Host: Michael Krämer
Tuesday, January 31, 2023, 4:30pm (online)
Geraldine Servant (DESY)
Baryogenesis during the electroweak phase transition
Abstract:
Ten years after the Higgs-boson discovery, it remains a possibility that the electroweak phase transition happened as a rather violent process, with a large departure from thermal equilibrium, via Higgs-bubble nucleations and collisions. This is a fascinating scenario for three reasons: it provides a framework for explaining the matter–antimatter asymmetry of the universe; it predicts the existence of at least one new weak-scale scalar field and thus is testable at colliders; and it would leave a unique signature of gravitational waves detectable by the future space-based interferometer LISA. I will discuss these ideas and the challenges that a viable model of electroweak baryogenesis has to face. In particular, I will present the updated situation and the prospects in the context of the minimal composite Higgs framework.
Host: Michal Czakon
Tuesday, January 24, 2023, 4:30pm (online)
Susanne Kühn (CERN)
The ECFA Detector R&D Roadmap and its implementation
Abstract:
The European Strategy for Particle Physics Update recommended that “ Organised by ECFA, a roadmap should be developed by the community to balance the detector R&D efforts in Europe, taking into account progress with emerging technologies in adjacent fields “. This Roadmap which is based on the input of the community and was developed within the ECFA Detector R&D Panel, was approved by ECFA and published at the end of 2021. Moreover, the process of the implementation of its recommendations started in 2022. One is that ew Detector R&D Collaborations are foreseen to be formed. In this talk the findings of the Task forces and b y this the detector technology areas or cross-cutting activities will be presented. The important drivers and general strategic recommendations for future Detector R&D will be highlighted.

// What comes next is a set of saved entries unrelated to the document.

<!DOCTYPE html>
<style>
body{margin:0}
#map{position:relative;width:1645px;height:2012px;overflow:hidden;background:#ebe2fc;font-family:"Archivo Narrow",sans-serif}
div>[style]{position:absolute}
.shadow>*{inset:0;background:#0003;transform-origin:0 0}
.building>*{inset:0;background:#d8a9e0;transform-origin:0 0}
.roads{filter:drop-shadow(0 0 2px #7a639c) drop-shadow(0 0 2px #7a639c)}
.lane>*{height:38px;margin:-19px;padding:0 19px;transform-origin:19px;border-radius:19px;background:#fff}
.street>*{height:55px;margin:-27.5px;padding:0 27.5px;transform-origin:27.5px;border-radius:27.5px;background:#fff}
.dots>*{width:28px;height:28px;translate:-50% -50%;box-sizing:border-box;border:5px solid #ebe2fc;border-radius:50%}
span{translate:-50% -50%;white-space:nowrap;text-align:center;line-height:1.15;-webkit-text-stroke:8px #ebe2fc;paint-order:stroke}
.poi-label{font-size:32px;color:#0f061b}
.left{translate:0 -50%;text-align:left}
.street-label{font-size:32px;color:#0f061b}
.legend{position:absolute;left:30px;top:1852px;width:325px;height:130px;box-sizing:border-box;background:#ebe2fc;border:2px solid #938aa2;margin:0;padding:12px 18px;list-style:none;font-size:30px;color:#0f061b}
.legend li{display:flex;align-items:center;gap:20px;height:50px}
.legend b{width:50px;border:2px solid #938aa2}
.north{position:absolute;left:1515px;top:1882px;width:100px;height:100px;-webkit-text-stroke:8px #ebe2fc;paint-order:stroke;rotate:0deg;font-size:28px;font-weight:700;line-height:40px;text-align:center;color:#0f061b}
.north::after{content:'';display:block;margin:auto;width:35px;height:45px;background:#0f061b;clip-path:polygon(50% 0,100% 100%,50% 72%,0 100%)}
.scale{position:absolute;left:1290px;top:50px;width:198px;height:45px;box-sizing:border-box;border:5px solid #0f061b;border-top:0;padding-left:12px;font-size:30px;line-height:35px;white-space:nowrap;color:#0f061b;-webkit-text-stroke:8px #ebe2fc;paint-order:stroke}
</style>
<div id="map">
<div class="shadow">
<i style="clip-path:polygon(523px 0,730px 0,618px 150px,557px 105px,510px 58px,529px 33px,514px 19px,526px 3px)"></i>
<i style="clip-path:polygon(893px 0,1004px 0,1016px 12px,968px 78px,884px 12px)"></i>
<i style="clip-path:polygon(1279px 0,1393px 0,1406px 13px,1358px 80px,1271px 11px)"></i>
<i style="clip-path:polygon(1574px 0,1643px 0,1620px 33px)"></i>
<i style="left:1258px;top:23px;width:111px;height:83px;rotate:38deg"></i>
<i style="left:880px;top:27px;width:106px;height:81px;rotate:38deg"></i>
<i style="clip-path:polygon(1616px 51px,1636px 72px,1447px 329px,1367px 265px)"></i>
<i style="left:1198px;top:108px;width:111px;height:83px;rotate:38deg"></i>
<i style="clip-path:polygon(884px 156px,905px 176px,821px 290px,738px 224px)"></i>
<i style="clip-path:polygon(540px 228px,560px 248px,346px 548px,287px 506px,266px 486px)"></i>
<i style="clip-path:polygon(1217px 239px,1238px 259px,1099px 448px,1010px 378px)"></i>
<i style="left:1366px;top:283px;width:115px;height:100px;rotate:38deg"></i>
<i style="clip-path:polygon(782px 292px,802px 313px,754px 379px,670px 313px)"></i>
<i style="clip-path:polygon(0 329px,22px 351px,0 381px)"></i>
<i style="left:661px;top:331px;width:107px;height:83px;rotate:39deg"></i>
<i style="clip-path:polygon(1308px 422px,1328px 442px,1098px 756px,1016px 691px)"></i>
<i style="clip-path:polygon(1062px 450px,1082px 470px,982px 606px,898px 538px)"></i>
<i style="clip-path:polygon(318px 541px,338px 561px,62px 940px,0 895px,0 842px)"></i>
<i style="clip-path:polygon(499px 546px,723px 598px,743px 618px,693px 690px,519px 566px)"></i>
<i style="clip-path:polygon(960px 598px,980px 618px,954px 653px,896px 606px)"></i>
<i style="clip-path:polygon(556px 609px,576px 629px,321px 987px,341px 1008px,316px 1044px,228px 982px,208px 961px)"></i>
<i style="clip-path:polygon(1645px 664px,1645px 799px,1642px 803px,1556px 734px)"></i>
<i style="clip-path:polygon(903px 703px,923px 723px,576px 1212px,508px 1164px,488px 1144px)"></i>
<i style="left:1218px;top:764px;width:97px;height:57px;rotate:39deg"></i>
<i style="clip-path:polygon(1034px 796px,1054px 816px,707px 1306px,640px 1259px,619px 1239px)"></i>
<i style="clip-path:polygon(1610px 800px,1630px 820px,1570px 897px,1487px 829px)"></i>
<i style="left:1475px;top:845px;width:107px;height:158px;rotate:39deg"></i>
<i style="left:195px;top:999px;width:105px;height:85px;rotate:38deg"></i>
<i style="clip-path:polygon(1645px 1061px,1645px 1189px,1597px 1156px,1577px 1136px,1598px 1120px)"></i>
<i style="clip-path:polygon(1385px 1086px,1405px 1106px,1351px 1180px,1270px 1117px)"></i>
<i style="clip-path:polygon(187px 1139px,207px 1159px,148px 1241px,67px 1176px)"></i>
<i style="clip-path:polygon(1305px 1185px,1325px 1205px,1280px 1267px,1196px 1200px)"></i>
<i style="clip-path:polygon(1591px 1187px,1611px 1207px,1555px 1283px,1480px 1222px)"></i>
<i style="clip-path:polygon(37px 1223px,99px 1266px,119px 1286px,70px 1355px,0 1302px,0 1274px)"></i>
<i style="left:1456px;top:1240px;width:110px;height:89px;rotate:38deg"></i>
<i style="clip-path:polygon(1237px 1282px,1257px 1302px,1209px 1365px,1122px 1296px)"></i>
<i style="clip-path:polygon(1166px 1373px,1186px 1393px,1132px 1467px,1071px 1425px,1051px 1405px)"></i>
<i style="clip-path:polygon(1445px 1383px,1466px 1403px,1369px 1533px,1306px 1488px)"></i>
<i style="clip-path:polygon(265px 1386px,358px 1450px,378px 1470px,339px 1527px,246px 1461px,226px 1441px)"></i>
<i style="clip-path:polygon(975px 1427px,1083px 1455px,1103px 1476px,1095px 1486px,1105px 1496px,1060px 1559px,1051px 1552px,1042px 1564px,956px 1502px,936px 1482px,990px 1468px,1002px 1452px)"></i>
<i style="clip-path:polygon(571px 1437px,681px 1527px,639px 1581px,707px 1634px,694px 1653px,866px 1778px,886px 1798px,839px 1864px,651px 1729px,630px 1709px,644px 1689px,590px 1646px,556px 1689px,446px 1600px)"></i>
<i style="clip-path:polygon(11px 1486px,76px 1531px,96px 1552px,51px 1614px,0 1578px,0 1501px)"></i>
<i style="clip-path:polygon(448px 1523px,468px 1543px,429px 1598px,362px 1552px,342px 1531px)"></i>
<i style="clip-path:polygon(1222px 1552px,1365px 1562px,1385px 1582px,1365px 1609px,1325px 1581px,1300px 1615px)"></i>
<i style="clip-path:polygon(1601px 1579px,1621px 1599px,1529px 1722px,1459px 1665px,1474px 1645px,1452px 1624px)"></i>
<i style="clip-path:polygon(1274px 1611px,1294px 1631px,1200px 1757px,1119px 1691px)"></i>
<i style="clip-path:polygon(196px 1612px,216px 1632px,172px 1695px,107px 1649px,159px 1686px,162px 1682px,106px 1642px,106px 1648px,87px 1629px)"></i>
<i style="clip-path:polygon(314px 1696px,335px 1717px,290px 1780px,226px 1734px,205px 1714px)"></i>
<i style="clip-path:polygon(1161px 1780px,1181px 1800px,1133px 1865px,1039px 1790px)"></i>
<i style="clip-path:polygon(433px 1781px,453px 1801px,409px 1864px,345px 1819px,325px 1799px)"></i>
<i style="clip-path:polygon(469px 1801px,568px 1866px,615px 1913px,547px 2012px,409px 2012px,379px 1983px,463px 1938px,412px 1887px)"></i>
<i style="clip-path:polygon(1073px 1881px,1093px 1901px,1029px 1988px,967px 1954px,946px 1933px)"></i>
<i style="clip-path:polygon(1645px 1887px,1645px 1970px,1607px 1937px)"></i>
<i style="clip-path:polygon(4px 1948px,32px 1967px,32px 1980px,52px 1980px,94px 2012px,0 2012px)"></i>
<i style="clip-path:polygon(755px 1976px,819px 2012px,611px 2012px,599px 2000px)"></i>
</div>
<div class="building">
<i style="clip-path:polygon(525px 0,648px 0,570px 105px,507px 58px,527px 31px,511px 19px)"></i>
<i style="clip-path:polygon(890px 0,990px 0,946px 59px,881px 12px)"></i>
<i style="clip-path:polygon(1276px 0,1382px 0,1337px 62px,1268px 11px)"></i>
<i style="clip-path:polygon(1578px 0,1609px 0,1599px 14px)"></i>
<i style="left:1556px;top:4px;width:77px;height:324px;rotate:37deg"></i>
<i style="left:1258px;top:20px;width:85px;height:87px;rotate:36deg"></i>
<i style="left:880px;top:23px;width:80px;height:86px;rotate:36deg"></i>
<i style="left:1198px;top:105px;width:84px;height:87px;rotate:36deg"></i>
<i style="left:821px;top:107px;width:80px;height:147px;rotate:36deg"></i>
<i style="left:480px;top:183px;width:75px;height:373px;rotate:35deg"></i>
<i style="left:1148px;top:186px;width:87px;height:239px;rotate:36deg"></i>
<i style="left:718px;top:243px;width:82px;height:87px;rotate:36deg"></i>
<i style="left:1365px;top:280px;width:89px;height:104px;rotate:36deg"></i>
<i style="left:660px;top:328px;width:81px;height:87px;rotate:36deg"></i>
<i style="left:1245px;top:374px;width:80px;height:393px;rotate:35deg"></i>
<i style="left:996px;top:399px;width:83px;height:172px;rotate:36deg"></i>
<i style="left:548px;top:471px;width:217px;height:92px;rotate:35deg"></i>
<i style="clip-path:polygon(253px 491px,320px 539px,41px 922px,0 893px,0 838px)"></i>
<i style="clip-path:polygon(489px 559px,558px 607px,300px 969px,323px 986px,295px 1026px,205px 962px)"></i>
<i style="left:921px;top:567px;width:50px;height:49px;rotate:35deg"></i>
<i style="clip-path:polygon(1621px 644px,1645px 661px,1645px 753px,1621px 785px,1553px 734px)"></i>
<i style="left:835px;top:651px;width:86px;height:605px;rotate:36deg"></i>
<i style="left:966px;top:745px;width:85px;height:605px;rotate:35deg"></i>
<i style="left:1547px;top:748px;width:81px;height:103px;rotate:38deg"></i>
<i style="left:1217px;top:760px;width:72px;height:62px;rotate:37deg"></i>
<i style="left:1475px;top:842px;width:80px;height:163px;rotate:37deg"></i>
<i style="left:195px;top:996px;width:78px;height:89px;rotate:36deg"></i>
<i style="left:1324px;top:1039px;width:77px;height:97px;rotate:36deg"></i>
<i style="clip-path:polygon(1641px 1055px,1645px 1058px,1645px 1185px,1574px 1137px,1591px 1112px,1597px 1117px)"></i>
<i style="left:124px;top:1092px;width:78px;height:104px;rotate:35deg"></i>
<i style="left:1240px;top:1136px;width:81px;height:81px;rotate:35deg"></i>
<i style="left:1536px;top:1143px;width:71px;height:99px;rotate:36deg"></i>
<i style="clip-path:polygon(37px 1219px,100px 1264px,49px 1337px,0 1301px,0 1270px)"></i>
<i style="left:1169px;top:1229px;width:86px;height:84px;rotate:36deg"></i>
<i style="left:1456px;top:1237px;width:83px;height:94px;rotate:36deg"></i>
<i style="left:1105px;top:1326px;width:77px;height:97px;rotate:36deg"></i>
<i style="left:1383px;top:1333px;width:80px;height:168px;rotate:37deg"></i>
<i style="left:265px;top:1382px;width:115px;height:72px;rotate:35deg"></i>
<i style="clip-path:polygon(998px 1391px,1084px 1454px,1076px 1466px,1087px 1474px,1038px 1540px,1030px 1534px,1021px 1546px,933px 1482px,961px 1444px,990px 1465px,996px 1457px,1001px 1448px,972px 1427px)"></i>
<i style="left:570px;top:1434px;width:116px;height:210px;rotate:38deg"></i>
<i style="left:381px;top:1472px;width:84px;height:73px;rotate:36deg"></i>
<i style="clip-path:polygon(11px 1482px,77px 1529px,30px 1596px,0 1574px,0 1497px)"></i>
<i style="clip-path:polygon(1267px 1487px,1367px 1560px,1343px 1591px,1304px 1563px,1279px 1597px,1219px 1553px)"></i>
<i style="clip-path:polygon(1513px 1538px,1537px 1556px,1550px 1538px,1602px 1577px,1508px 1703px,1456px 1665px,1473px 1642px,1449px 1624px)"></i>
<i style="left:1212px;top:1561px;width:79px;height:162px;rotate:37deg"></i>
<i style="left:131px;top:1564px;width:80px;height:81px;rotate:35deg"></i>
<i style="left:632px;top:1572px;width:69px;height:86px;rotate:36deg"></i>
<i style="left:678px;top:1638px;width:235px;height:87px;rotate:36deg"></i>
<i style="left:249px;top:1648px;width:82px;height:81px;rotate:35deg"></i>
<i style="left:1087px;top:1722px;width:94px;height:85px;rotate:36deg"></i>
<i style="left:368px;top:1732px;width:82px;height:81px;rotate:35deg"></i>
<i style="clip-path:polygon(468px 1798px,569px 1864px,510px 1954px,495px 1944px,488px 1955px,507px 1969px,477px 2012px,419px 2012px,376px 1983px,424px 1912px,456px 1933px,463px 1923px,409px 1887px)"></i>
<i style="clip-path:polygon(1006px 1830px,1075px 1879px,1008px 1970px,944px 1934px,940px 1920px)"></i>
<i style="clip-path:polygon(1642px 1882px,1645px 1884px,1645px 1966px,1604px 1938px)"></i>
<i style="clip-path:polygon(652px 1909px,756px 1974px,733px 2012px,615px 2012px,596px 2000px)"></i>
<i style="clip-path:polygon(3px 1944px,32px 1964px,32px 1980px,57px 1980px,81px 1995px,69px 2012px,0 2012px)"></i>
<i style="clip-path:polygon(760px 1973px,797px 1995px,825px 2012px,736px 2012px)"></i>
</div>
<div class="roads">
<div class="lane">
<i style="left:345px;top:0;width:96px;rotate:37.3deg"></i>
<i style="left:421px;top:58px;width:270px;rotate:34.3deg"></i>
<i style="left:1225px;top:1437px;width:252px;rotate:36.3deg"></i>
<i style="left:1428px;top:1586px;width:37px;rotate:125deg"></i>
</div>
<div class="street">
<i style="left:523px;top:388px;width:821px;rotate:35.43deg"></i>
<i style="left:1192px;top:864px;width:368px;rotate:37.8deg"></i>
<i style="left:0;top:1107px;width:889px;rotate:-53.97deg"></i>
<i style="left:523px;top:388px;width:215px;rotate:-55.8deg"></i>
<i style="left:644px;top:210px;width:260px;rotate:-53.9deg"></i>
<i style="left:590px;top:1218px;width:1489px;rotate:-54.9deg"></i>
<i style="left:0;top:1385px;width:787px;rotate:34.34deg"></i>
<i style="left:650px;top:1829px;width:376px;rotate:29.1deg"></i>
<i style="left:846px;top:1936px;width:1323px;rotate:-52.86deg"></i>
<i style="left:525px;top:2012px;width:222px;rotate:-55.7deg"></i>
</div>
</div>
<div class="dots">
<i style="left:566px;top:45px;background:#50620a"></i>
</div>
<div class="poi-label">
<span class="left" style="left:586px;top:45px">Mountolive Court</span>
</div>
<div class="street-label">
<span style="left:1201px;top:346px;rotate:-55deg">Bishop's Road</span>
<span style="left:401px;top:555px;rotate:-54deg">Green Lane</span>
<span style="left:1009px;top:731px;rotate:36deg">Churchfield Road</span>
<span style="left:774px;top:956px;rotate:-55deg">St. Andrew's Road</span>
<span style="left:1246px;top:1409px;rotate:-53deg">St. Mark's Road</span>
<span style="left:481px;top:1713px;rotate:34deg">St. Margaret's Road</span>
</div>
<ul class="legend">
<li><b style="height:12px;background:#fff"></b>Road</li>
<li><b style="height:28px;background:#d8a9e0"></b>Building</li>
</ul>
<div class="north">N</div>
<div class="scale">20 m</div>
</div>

The ongoing and next steps of the implementation will as well be described
Host: Kerstin Borras
Tuesday, 17.01.2023, 4:30 pm Physics lecture hall
Felix Kahlhöfer (KIT)
The collider cosmology connection
Abstract:
At first sight, the Large Hadron Collider (LHC) and Early Universe Cosmology have little in common, probing respectively the smallest and largest scales in nature. Nevertheless, one of the greatest successes of modern physics has been to demonstrate the deep connections between the two fields: The properties of fundamental particles affect the evolution of the early universe, and many models that modify cosmological observables can be tested at colliders. In my talk, I will illustrate this connection with three specific examples. First, I will demonstrate that searches for long-lived particles at the LHC can probe models that modify the expansion rate of the universe through non-thermal dark radiation. Second, I will show that early universe structure formation points towards self-interacting dark matter particles, which may give rise to highly unusual collider signatures. Finally, I will discuss how a global analysis of LHC searches may help us pin down the properties of dark matter particles.
Host: Alexander Schmidt
Tuesday, January 10, 2023, 4:30pm (online)
Thomas Teubner (University of Liverpool)
g-2 puzzles: a status update
Abstract:
In this talk we will review the status of g-2 of the muon. The main
emphasis will be on the Standard Model prediction and in particular
the determination of the hadronic contributions which are the
limiting factor. Recent developments, the current state of the
discrepancy between experiment and theory as well as future
prospects will be discussed
Host: Malgorzata Worek
Tuesday, December 06, 2022, 4:30pm, Physics lecture hall
Felix Eschment, Florian Mausolf, Tom Schellenberger (RWTH Aachen University, GRK)
Student talks
Host: Michal Czakon
Tuesday, November 22, 2022, 4:30pm, Physics lecture hall
A. Stahl (RWTH Aachen University)
Tau physics - exact title TBA
Abstrakt:
I will discuss the properties of the tau leptons, our understanding of these properties and their impact on analysis with tau-leptons.